Первый параграф, «Философия религии раннего С.Л. Франка» посвящен рассмотрению элементов философии религии главным образом в раннем (т.е. дореволюционном) творчестве мыслителя. В трех подпунктах этого параграфа рассматривается, во-первых, сложившаяся под влиянием философии Ницше и неокантианства позиция раннего Франка, религиозного индивидуалиста и критика традиционной религиозности, для которого философия религии была лишь частью общего замысла философии культуры, и намечаются основные пути, по которым шло изменение этой позиции (главным образом, по сборнику «Философия и культура»(1910)). Следующий шаг — рассмотрение того, как первоначально применялась Франком к проблемам философии религии разрабатываемая им с 1910-х годов концепция «живого знания», с помощью которой философом делается попытка преодолеть свой собственный индивидуализм и создать концепцию религии, оправдывающую важнейшие элементы традиционной религиозности: миф, догмат, ритуал (культ), — переосмысляя их таким образом, чтобы не подпадать под ее ницшеанскую критику (статьи о Шлейермахере и Джемсе). В третьем подпункте указывается место, которое в конце концов заняла философия религии в системе, созданной философом в зрелые годы, когда на первый план в его творчестве выходят концепции всеединства и богочеловечества. Попутно выясняется ложность распространенного представления о «плененности» Франка концепцией всеединства, которая в действительности оказывается не некритично принимаемой предпосылкой его мышления, а результатом длительной философской эволюции.

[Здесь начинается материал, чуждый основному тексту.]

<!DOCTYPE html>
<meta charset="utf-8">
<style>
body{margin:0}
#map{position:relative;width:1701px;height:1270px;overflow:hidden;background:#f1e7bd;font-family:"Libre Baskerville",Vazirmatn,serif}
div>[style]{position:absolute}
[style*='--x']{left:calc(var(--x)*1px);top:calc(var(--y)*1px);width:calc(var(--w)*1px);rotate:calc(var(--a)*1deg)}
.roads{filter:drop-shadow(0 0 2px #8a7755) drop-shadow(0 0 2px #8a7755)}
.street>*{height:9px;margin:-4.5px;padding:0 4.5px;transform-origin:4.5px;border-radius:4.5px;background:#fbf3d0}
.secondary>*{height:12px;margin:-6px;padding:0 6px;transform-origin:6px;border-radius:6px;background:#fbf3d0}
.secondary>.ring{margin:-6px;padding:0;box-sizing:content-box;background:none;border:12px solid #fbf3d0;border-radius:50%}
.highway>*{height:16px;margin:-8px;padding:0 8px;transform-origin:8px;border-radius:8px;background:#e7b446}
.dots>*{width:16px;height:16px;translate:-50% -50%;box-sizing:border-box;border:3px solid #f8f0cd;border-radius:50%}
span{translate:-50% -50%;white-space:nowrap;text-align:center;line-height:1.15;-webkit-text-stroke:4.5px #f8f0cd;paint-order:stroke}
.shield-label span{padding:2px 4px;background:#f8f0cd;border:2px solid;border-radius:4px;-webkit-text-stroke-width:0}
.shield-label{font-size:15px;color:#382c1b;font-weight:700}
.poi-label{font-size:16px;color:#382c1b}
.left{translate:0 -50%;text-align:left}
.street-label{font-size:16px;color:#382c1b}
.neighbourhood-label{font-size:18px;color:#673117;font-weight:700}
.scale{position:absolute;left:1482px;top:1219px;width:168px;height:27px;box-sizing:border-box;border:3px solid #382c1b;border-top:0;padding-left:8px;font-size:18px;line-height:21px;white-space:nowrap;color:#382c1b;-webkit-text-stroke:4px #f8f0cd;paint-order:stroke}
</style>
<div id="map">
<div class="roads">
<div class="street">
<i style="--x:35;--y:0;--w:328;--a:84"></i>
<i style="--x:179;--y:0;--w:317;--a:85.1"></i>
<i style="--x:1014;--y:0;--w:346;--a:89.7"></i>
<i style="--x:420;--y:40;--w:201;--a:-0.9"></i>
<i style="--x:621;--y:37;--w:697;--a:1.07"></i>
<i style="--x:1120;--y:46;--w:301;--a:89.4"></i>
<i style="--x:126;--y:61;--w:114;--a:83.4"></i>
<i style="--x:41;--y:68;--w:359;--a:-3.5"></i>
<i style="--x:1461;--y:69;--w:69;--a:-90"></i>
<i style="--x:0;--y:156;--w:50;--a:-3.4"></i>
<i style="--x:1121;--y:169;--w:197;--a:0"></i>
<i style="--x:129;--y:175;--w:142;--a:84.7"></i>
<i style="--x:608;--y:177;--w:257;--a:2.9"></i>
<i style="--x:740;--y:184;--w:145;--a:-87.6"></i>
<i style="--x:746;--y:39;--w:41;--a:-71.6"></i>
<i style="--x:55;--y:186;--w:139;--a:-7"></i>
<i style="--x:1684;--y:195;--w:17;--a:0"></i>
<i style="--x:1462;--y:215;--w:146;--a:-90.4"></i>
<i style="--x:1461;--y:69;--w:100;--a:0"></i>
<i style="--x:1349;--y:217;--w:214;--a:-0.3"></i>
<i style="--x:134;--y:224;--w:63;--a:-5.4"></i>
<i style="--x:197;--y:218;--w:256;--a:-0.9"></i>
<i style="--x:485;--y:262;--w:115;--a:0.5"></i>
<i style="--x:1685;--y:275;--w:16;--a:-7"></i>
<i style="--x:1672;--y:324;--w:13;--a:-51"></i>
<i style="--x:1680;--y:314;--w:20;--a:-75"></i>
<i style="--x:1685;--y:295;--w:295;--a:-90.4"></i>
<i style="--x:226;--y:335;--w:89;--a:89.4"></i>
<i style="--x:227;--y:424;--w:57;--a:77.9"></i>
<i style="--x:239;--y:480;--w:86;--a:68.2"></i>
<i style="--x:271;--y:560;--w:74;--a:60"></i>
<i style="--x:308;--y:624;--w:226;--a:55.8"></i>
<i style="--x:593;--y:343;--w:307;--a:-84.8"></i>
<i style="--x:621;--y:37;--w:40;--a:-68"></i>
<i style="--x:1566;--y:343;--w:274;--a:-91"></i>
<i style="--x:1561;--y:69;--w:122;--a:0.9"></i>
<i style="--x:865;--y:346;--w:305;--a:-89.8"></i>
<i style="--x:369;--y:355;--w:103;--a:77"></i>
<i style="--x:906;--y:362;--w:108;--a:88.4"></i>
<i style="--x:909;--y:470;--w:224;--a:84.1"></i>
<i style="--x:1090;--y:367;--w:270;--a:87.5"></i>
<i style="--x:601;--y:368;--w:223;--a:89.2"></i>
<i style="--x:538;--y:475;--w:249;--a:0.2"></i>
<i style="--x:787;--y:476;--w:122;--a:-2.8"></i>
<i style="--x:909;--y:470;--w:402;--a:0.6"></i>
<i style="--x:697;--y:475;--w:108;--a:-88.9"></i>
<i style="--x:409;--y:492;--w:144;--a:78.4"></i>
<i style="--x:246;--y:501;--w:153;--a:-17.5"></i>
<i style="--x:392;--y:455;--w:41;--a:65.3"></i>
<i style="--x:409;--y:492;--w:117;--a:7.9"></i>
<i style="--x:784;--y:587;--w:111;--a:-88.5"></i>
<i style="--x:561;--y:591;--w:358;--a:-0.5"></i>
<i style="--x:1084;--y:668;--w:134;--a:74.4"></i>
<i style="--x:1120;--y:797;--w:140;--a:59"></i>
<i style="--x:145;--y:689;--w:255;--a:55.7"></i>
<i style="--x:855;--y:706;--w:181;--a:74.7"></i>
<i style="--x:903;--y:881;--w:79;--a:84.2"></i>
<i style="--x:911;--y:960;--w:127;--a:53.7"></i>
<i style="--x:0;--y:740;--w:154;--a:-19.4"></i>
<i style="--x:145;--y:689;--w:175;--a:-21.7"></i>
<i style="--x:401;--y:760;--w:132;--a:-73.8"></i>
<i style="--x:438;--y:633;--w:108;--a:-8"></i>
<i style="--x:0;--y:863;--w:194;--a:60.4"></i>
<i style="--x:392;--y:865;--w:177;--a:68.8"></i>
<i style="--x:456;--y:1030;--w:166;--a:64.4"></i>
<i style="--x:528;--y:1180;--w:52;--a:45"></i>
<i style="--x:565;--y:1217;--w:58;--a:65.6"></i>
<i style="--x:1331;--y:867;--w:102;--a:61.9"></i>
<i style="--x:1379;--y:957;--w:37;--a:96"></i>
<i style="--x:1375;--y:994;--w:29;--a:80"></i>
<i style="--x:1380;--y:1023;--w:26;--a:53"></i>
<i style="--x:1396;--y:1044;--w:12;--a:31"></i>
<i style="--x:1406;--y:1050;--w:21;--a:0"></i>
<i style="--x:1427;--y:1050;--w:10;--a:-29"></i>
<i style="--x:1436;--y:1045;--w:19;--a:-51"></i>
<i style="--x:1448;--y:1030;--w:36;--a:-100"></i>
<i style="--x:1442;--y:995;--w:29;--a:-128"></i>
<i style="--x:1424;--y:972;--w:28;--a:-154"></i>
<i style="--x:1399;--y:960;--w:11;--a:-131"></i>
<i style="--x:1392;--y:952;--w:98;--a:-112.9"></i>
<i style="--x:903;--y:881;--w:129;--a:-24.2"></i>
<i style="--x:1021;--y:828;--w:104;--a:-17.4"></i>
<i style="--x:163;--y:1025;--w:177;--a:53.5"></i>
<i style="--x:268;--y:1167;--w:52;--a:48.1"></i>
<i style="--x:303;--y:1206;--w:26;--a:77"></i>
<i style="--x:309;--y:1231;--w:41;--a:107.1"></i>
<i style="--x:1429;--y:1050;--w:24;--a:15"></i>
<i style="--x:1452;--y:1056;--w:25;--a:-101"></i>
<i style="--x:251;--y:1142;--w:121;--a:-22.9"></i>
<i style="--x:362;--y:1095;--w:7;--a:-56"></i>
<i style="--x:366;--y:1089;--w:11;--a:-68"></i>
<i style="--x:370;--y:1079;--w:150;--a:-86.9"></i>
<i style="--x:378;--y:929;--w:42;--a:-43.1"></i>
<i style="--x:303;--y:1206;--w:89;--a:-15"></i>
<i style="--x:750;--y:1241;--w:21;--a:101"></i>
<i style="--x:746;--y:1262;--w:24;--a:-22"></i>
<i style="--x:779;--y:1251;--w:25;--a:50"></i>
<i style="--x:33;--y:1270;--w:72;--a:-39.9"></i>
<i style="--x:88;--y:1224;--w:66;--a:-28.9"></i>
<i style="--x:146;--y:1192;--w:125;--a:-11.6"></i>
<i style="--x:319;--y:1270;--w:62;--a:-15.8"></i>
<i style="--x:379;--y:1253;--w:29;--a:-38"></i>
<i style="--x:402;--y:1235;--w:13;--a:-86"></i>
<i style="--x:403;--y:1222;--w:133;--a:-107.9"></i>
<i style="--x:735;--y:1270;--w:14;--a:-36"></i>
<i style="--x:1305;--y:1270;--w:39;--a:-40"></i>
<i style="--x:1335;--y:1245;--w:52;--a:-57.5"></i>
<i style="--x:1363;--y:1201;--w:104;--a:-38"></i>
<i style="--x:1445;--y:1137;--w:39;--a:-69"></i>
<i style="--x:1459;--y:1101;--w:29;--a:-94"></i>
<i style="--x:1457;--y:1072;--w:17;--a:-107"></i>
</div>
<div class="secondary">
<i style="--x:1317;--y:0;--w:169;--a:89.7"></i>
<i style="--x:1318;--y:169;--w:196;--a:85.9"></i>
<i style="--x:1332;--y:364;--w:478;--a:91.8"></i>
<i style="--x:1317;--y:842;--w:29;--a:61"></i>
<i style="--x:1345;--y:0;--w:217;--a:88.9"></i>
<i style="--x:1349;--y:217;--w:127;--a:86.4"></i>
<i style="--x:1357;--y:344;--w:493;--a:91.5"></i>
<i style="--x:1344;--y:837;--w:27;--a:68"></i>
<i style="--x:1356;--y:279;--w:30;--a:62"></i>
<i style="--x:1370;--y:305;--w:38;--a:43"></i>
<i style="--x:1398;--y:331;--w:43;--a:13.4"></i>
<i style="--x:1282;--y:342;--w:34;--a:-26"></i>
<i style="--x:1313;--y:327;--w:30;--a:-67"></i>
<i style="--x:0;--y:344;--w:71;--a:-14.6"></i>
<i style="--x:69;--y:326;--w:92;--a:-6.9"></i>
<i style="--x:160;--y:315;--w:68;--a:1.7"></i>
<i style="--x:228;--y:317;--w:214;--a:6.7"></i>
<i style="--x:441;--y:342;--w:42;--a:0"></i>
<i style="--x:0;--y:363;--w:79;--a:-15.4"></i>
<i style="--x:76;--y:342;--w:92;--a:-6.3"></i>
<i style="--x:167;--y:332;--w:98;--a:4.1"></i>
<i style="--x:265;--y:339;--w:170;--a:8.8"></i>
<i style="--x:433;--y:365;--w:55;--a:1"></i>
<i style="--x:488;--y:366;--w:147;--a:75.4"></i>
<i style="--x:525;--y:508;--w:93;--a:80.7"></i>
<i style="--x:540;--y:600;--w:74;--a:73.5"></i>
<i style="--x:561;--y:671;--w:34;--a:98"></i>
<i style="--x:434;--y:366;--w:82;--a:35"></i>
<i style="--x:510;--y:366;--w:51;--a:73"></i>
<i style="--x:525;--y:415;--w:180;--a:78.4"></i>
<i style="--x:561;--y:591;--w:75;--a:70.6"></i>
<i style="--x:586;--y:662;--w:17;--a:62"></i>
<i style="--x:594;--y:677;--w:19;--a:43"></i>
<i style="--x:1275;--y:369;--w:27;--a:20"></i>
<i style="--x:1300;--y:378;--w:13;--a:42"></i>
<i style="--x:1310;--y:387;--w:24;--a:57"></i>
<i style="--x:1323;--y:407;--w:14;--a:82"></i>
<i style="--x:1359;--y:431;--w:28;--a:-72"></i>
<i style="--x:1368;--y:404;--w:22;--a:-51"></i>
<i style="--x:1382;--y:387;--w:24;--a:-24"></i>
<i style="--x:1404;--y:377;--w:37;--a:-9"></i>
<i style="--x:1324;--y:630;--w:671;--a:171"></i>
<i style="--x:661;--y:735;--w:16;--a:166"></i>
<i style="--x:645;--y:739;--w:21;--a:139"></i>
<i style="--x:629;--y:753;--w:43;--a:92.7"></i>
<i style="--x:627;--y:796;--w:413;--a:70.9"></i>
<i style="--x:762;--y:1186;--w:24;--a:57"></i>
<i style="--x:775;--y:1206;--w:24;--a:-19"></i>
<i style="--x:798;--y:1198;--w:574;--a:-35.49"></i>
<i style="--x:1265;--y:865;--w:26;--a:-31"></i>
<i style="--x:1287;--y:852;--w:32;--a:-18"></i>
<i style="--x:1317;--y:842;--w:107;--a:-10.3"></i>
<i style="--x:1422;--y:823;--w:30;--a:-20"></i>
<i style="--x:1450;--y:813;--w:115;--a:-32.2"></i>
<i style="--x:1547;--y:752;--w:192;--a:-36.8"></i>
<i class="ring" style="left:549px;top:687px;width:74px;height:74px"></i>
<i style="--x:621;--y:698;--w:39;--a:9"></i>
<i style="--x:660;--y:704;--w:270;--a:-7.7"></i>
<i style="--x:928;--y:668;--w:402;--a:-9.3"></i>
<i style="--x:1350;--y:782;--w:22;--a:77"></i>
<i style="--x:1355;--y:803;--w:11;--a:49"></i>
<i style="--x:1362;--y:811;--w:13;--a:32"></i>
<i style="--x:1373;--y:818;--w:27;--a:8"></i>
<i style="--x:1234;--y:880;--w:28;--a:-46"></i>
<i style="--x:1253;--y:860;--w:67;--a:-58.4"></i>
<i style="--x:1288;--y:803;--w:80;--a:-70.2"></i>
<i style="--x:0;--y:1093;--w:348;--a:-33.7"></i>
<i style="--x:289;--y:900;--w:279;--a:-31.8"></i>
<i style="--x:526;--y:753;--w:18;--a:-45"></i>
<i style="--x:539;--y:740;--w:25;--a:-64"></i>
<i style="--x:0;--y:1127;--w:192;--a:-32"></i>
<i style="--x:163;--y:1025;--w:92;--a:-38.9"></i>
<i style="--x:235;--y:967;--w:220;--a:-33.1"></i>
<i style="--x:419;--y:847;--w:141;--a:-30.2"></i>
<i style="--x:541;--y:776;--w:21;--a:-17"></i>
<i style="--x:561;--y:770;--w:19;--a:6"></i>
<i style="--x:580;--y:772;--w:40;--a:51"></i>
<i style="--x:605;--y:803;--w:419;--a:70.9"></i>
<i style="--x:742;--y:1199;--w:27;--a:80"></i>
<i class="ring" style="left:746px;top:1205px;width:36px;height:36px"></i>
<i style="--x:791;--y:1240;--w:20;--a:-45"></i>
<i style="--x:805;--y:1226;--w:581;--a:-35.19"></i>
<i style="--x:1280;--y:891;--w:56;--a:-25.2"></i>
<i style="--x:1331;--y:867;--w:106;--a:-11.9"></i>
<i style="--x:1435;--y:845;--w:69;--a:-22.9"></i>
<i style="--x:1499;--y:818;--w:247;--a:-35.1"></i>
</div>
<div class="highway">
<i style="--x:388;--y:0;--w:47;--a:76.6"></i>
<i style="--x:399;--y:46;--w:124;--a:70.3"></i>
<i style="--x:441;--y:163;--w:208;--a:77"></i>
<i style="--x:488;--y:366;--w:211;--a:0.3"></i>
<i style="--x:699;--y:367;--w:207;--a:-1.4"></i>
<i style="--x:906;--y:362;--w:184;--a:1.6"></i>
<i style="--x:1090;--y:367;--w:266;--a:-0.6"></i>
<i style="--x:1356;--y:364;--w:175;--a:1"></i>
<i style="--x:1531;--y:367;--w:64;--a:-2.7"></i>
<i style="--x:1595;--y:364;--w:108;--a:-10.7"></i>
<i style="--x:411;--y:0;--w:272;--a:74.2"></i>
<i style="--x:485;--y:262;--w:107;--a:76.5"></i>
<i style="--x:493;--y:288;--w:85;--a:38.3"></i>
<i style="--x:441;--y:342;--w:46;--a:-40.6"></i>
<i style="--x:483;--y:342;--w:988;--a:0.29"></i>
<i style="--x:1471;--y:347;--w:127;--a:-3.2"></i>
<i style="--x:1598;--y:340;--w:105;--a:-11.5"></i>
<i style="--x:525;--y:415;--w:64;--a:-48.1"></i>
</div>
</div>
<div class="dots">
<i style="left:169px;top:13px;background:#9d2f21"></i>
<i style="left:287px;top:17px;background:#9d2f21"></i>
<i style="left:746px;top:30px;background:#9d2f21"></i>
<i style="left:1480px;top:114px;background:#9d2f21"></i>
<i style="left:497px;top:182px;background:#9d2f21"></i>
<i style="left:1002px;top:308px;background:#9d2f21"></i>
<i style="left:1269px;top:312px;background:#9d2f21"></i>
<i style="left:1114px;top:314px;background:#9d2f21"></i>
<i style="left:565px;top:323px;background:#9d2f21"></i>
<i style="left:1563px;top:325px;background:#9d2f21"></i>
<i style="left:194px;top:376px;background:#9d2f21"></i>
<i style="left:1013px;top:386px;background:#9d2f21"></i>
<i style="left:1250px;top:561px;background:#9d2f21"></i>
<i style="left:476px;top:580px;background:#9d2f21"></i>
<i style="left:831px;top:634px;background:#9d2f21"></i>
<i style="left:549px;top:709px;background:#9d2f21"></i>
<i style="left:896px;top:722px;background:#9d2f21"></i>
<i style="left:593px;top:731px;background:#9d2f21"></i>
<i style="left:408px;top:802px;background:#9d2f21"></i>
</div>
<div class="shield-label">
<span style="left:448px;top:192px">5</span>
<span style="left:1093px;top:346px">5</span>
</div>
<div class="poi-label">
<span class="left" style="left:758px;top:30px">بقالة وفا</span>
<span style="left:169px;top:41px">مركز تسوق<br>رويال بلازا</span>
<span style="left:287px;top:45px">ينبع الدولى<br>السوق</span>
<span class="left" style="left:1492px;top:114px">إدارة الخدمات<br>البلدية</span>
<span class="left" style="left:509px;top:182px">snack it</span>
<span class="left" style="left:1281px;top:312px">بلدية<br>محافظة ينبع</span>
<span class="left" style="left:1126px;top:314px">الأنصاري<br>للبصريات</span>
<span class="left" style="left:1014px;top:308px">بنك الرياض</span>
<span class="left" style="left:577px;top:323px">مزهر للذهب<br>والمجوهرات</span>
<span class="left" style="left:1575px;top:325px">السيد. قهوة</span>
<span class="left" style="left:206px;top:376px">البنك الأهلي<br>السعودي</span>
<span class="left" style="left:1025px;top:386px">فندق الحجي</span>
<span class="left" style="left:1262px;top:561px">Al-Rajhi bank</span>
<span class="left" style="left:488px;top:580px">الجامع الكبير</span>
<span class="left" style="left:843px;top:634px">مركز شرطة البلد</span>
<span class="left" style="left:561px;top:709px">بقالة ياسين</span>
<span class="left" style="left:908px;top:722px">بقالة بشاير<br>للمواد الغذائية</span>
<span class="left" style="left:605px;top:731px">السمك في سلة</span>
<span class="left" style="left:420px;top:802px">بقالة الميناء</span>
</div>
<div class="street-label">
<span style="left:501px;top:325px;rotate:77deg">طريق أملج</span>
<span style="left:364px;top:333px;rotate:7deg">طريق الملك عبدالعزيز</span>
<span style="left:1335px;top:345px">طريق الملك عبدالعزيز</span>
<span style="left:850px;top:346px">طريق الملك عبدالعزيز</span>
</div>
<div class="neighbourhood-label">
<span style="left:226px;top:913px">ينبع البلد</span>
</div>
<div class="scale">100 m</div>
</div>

Второй параграф, «Феноменология, герменевтика и диалектика в теодицее и антроподицее о. П. Флоренского», посвящен анализу философии религии одного из наиболее значительных представителей церковно-ориентированного направления. Он так же состоит из трех подпунктов. Первоначально автор останавливается на формировании методологических принципов и общего подхода Флоренского к религиозной проблематике в работах начала XX века, затем — на применении этих принципов в первой большой работе мыслителя «Столп и утверждение Истины», и наконец, на их реализации в цикле лекций по «Философии культа». При этом вопрос о вкладе о. Павла в православное богословие, равно как и часто обсуждаемый на крайне поверхностном уровне и в негативном ключе вопрос о его личной «церковности», выносится за рамки данной работы.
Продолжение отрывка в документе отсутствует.